→ **REQUIRED ACTION**: When you reach the line with "translate:-50% -50%; white-space:nowrap;" in the data below, begin printing lines exactly, and stop once the line with "position:absolute; left:1682px; top:12px;" has been printed.

[Collected data entries]
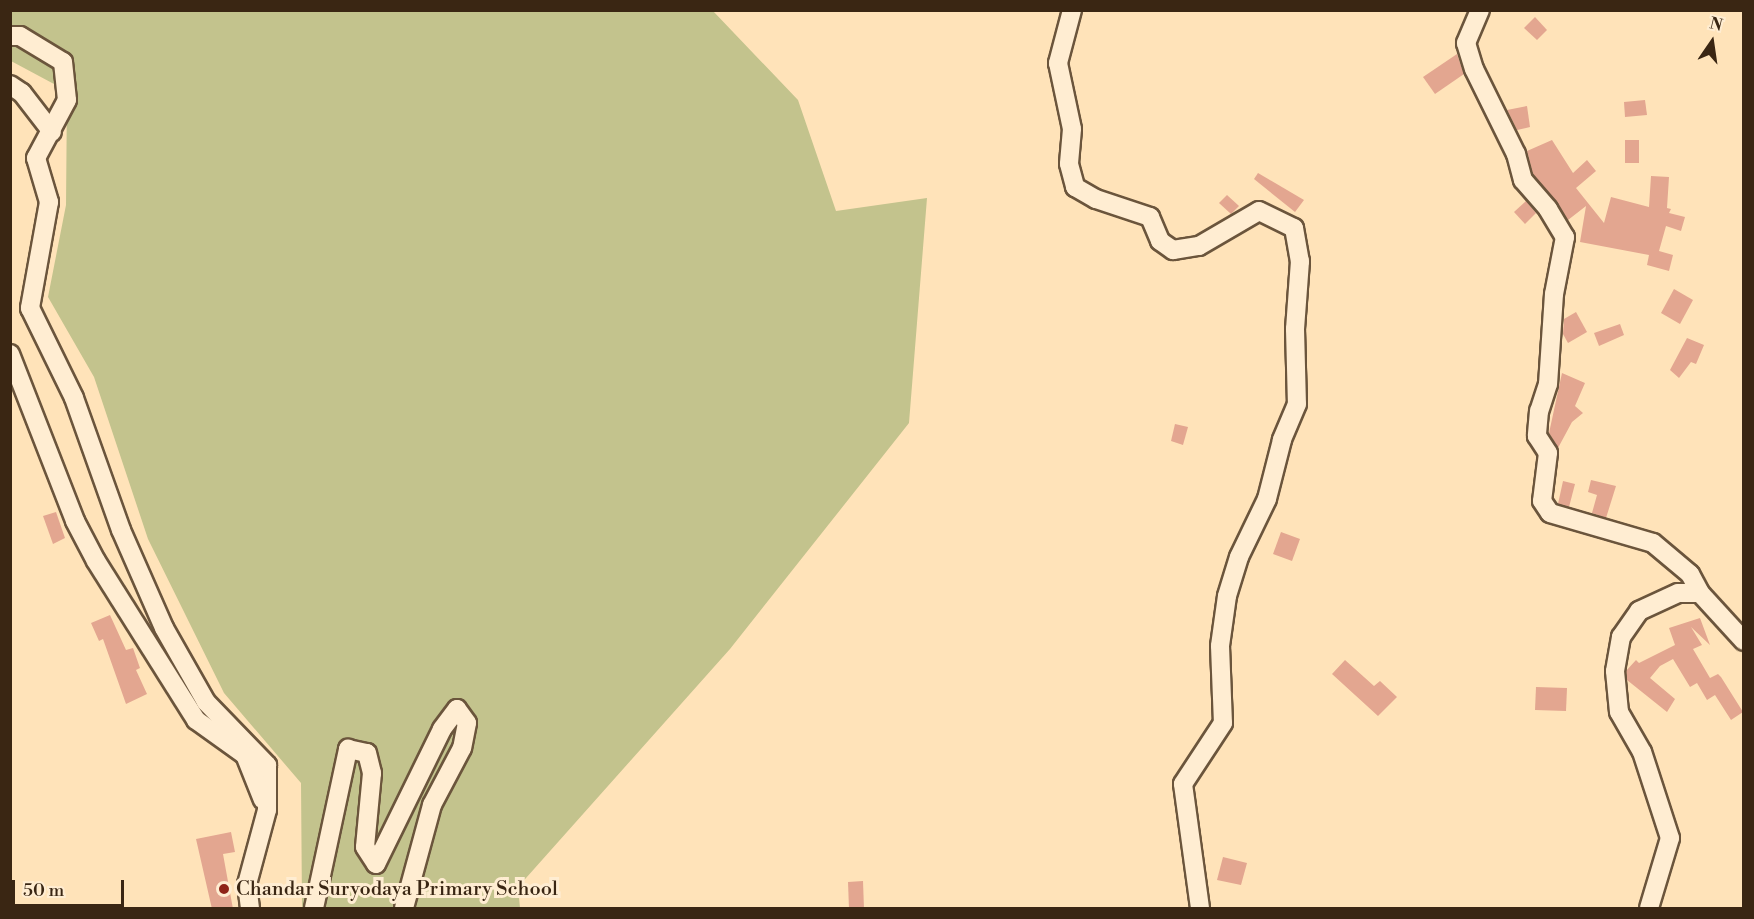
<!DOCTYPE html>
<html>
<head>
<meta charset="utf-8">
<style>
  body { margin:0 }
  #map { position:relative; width:1754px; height:919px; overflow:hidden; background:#ffe3b9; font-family:"Libre Bodoni",serif }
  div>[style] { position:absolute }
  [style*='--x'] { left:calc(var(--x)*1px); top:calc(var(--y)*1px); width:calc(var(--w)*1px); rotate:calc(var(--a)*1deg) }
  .green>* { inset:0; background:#c3c38d }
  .building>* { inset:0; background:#e3a690 }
  .roads { filter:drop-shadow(2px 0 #6b553c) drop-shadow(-2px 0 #6b553c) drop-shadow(0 2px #6b553c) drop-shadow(0 -2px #6b553c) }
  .minor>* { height:18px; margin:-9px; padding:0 9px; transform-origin:9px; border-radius:9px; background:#ffedd2 }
  .dots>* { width:16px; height:16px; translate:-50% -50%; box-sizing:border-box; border:3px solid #ffedd2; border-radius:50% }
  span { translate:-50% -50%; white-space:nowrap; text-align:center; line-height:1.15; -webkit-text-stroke:6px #ffedd2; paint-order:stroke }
  .poi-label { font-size:20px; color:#3a2613 }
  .left { translate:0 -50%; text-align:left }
  .frame { position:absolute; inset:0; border:12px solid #3a2613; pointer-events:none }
  .north { position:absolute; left:1682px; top:12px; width:60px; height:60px; -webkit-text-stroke:4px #ffedd2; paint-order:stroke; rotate:13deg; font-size:16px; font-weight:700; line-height:24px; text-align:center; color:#3a2613 }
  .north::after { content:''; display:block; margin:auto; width:21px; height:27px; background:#3a2613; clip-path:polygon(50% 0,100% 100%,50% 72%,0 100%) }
  .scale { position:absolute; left:12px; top:880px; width:112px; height:27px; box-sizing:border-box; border:3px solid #3a2613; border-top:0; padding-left:8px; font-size:18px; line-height:21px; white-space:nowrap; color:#3a2613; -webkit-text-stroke:4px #ffedd2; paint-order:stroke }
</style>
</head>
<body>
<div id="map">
  <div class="green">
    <i style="clip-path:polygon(10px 11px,713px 11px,798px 100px,836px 211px,927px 198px,909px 423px,730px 649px,518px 887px,520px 908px,302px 908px,301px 783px,224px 693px,148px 539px,94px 377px,48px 297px,66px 205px,67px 91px,11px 61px)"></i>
  </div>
  <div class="building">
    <i style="clip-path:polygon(1535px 17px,1547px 30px,1537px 40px,1524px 28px)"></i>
    <i style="clip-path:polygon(1457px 54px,1464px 74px,1435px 94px,1423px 77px)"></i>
    <i style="clip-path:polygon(1645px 100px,1647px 115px,1625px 117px,1624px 102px)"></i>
    <i style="clip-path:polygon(1527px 106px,1530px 127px,1517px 130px,1507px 110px)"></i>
    <i style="clip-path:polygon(1552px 140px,1573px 173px,1587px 160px,1596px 171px,1576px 188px,1604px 223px,1611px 197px,1649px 207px,1651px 176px,1669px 177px,1667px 208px,1671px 209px,1669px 213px,1685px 217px,1681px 231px,1666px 226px,1659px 251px,1673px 255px,1669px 271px,1647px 265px,1649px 255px,1580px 242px,1586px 206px,1568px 220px,1533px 175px,1527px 151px)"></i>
    <i style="clip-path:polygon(1625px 140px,1639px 140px,1639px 163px,1625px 163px)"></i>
    <i style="clip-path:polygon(1258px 173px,1304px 200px,1295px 212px,1254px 179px)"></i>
    <i style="clip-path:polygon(1227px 195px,1239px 206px,1231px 214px,1219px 203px)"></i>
    <i style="clip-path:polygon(1526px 201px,1536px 213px,1525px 224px,1514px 212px)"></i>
    <i style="clip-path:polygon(1674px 289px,1693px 300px,1680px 324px,1661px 313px)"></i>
    <i style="clip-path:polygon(1576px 312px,1587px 332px,1568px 343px,1563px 334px,1564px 319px)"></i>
    <i style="clip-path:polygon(1620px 324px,1624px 335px,1599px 346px,1594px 333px)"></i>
    <i style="clip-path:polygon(1687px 338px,1704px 345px,1696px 364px,1691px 362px,1679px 378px,1670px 370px)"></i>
    <i style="clip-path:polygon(1562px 373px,1585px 383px,1575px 406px,1583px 413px,1572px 422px,1558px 448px,1549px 433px)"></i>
    <i style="clip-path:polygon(1175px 424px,1188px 427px,1183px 445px,1171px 441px)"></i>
    <i style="clip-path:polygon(1591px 480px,1616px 486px,1606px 518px,1592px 513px,1597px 495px,1588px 492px)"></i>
    <i style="clip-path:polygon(1563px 481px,1575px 484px,1569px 507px,1558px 504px)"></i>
    <i style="clip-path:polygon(56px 512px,65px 538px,53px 544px,43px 516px)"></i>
    <i style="clip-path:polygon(1281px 532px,1300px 539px,1292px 561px,1273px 554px)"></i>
    <i style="clip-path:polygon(110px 615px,126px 650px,133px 648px,140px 668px,136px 670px,147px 694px,126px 704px,103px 639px,99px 641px,91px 623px)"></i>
    <i style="clip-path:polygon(1700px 618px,1710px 645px,1691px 627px,1702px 645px,1693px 649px,1710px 678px,1718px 674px,1721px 677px,1743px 712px,1731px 720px,1715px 695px,1707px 700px,1697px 683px,1690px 687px,1673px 659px,1660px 666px,1650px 678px,1675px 699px,1667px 712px,1627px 680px,1626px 671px,1636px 660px,1639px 663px,1675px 645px,1669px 628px)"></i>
    <i style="clip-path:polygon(1345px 660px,1374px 686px,1380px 681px,1397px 697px,1378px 716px,1332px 674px)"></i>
    <i style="clip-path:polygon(1536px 687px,1567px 688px,1566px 711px,1535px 710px)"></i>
    <i style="clip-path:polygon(231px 832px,235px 852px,223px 854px,233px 909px,212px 909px,196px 839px)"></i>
    <i style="clip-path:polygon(1223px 857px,1247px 863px,1241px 885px,1217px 880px)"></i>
    <i style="clip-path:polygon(863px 881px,864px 909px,849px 909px,848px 882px)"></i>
  </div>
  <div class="roads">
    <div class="minor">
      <i style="--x:1072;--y:10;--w:55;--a:104.8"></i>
      <i style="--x:1058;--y:63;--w:67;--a:78"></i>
      <i style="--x:1072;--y:129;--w:35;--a:95"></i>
      <i style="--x:1069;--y:164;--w:24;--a:75"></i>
      <i style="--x:1075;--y:187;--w:24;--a:30"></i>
      <i style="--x:1096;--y:199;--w:57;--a:18.4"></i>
      <i style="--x:1150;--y:217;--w:26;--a:67"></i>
      <i style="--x:1160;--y:241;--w:16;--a:35"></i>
      <i style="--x:1173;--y:250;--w:26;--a:-9"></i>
      <i style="--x:1199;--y:246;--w:69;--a:-30.3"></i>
      <i style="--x:1259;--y:211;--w:39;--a:26"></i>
      <i style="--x:1294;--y:228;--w:34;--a:80"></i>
      <i style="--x:1300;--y:261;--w:68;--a:94.2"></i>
      <i style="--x:1295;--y:329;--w:75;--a:88.5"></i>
      <i style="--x:1297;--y:404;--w:39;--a:113"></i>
      <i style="--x:1282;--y:440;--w:61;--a:104.3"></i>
      <i style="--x:1267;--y:499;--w:64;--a:115.8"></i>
      <i style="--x:1239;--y:557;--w:41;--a:107.1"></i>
      <i style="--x:1227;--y:596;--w:50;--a:98"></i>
      <i style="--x:1220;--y:646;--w:77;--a:87.8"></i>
      <i style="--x:1223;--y:723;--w:73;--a:123.3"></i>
      <i style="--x:1183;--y:784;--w:125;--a:82.2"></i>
      <i style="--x:1480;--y:10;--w:36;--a:113"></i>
      <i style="--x:1466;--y:43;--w:27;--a:73"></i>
      <i style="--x:1474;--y:69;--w:95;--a:63.7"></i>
      <i style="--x:1516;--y:154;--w:27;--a:75"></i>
      <i style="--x:1523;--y:180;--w:38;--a:49"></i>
      <i style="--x:1548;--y:209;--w:33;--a:59"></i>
      <i style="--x:1565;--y:237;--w:58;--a:100.9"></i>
      <i style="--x:1554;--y:294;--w:90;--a:93.8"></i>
      <i style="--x:1548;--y:384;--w:28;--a:108"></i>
      <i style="--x:1539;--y:411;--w:25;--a:95"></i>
      <i style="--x:1537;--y:436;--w:20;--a:57"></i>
      <i style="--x:1548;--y:453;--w:48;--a:97.1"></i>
      <i style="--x:1542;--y:501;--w:14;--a:56"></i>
      <i style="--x:1550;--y:513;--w:107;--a:16.2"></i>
      <i style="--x:1653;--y:543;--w:48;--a:40"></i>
      <i style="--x:1690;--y:574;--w:21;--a:62"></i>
      <i style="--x:1700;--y:593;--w:65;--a:47.5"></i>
      <i style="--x:10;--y:36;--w:10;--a:0"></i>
      <i style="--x:20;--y:36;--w:50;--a:31.2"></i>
      <i style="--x:63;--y:62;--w:38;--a:84"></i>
      <i style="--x:67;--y:100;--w:66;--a:118.1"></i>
      <i style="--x:36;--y:158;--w:46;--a:73.5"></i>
      <i style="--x:49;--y:202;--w:108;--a:100.2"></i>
      <i style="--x:30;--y:308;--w:100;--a:63.9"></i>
      <i style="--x:74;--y:398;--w:140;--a:70.4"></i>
      <i style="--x:121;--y:530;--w:107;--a:66.3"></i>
      <i style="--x:164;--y:628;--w:85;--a:60.4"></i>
      <i style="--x:206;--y:702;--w:88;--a:45.9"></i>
      <i style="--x:267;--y:765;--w:45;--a:90"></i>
      <i style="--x:267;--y:810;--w:77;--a:105.1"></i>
      <i style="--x:247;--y:884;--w:24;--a:83"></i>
      <i style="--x:10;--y:85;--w:14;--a:34"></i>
      <i style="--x:22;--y:93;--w:49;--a:52.4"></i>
      <i style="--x:10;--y:354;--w:179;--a:68.7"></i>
      <i style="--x:75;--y:521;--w:45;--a:62.3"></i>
      <i style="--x:96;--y:561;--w:188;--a:57.8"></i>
      <i style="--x:196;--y:720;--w:60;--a:35.5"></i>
      <i style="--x:245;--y:755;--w:48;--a:68.2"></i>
      <i style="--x:314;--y:908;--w:163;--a:-77.9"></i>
      <i style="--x:348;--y:749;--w:19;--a:12"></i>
      <i style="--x:367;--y:753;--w:21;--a:76"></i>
      <i style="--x:372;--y:773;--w:74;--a:95.4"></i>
      <i style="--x:365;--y:847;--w:20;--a:57"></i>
      <i style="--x:376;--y:864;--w:150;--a:-63.9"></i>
      <i style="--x:442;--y:729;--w:25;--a:-53"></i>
      <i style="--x:457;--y:709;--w:17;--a:54"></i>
      <i style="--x:467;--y:723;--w:25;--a:101"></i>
      <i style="--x:462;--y:748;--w:64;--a:117.8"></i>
      <i style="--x:432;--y:805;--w:107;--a:105.2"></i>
      <i style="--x:1649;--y:908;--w:73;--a:-73.3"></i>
      <i style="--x:1670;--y:838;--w:90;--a:-108"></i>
      <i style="--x:1642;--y:752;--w:46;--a:-119.9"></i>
      <i style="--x:1619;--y:712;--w:41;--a:-95.6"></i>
      <i style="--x:1615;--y:671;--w:35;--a:-80"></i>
      <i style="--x:1621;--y:637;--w:32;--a:-55"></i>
      <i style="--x:1639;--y:611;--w:43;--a:-24.8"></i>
      <i style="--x:1678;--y:593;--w:22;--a:0"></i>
    </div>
  </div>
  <div class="dots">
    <i style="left:224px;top:889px;background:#8f2418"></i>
  </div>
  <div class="poi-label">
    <span class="left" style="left:236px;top:889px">Chandar Suryodaya Primary School</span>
  </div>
  <div class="frame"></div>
  <div class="north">N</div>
  <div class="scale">50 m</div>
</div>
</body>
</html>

→ **PROBLEM SOLUTION**:
  span { translate:-50% -50%; white-space:nowrap; text-align:center; line-height:1.15; -webkit-text-stroke:6px #ffedd2; paint-order:stroke }
  .poi-label { font-size:20px; color:#3a2613 }
  .left { translate:0 -50%; text-align:left }
  .frame { position:absolute; inset:0; border:12px solid #3a2613; pointer-events:none }
  .north { position:absolute; left:1682px; top:12px; width:60px; height:60px; -webkit-text-stroke:4px #ffedd2; paint-order:stroke; rotate:13deg; font-size:16px; font-weight:700; line-height:24px; text-align:center; color:#3a2613 }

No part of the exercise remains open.